Stored data entries
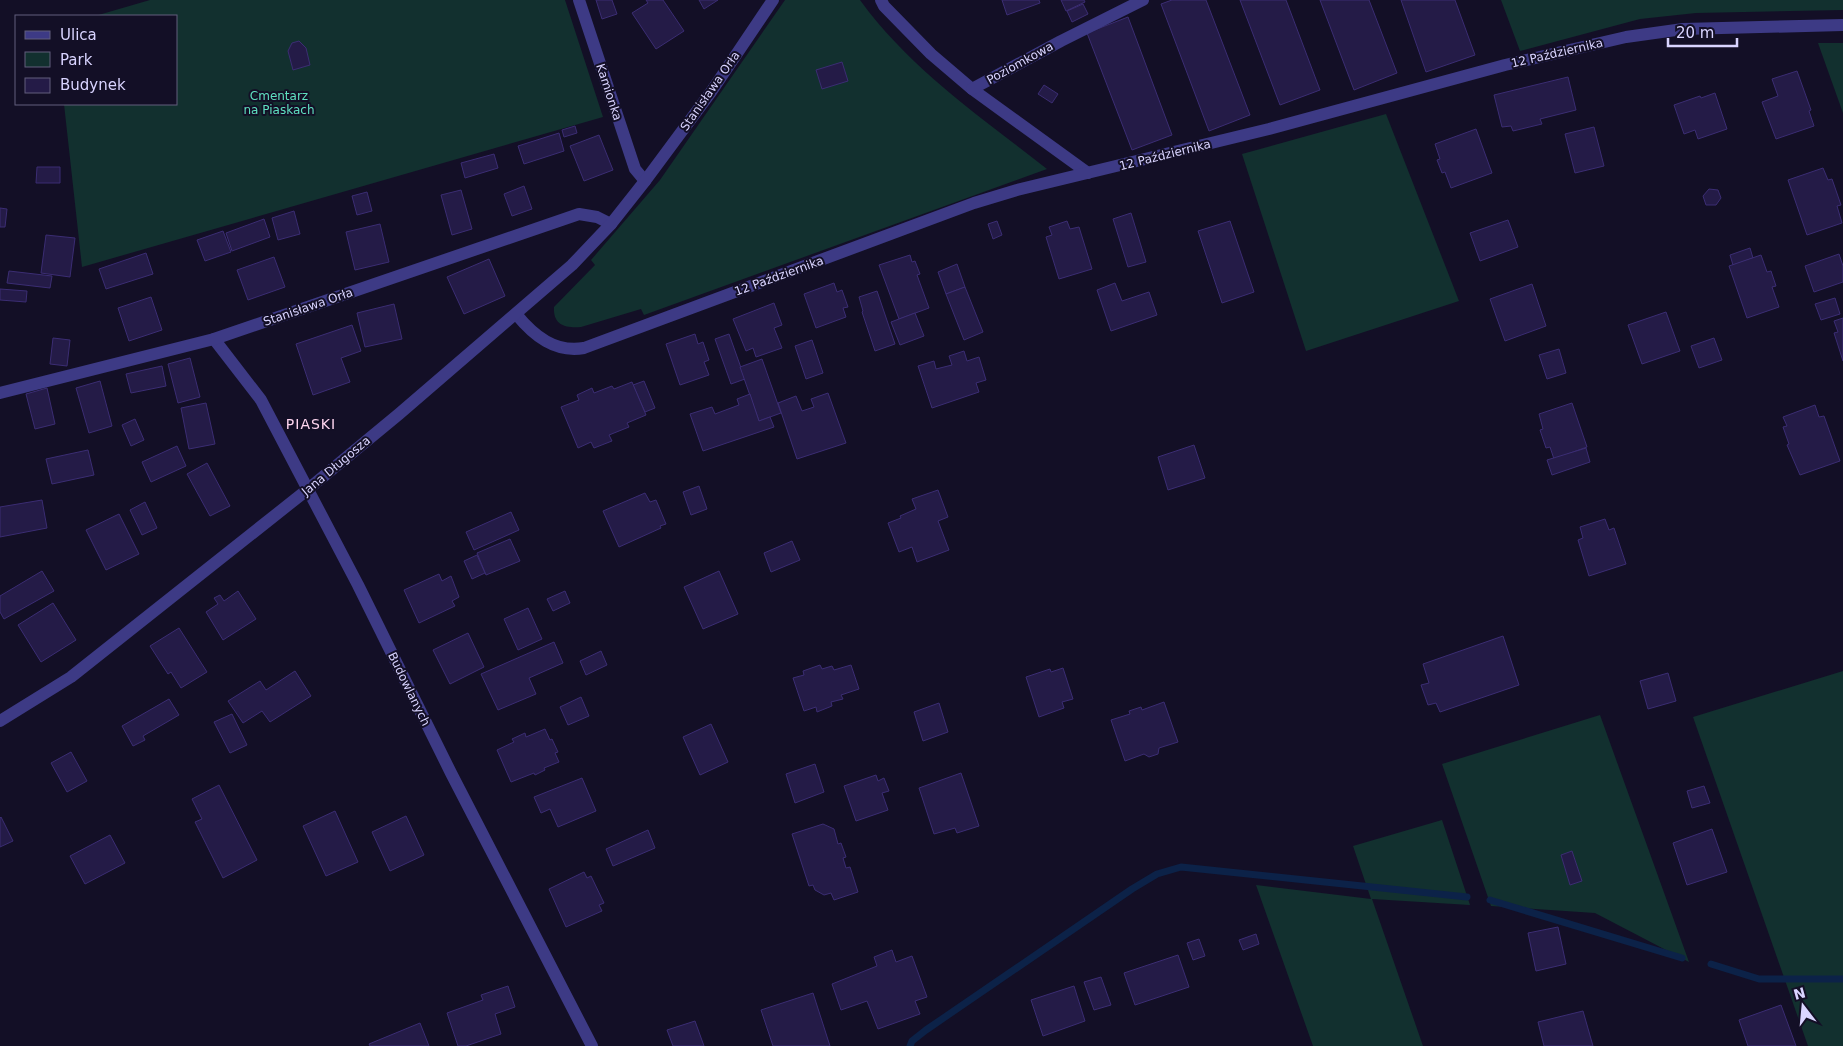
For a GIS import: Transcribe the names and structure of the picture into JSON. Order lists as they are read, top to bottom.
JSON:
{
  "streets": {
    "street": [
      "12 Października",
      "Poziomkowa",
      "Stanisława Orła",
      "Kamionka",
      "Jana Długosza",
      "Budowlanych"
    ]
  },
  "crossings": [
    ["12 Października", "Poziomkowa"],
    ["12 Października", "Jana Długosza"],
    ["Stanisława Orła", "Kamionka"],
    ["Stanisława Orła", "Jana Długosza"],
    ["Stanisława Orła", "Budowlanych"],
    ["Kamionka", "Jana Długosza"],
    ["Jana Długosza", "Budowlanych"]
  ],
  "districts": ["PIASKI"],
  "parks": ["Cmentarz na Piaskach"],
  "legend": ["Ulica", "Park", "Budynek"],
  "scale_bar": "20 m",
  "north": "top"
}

- _Required action_
Give the entries again exactly, but skip every image.

- _Answer area_
For a GIS import: Transcribe the names and structure of the picture into JSON. Order lists as they are read, top to bottom.
JSON:
{
  "streets": {
    "street": [
      "12 Października",
      "Poziomkowa",
      "Stanisława Orła",
      "Kamionka",
      "Jana Długosza",
      "Budowlanych"
    ]
  },
  "crossings": [
    ["12 Października", "Poziomkowa"],
    ["12 Października", "Jana Długosza"],
    ["Stanisława Orła", "Kamionka"],
    ["Stanisława Orła", "Jana Długosza"],
    ["Stanisława Orła", "Budowlanych"],
    ["Kamionka", "Jana Długosza"],
    ["Jana Długosza", "Budowlanych"]
  ],
  "districts": ["PIASKI"],
  "parks": ["Cmentarz na Piaskach"],
  "legend": ["Ulica", "Park", "Budynek"],
  "scale_bar": "20 m",
  "north": "top"
}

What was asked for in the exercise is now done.